ACTIVITY :: The records must be repeated exactly and in their entirety.

[Stored items]
== Segment start ==
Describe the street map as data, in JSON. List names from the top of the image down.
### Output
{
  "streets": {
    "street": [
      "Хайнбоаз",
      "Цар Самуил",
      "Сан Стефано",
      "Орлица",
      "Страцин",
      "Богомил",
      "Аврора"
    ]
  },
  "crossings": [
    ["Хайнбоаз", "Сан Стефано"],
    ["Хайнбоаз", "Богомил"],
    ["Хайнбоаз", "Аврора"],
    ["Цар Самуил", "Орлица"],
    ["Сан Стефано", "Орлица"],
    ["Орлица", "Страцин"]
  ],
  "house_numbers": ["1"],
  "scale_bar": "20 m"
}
== Segment end ==
ANSWER SECTION ::
Describe the street map as data, in JSON. List names from the top of the image down.
### Output
{
  "streets": {
    "street": [
      "Хайнбоаз",
      "Цар Самуил",
      "Сан Стефано",
      "Орлица",
      "Страцин",
      "Богомил",
      "Аврора"
    ]
  },
  "crossings": [
    ["Хайнбоаз", "Сан Стефано"],
    ["Хайнбоаз", "Богомил"],
    ["Хайнбоаз", "Аврора"],
    ["Цар Самуил", "Орлица"],
    ["Сан Стефано", "Орлица"],
    ["Орлица", "Страцин"]
  ],
  "house_numbers": ["1"],
  "scale_bar": "20 m"
}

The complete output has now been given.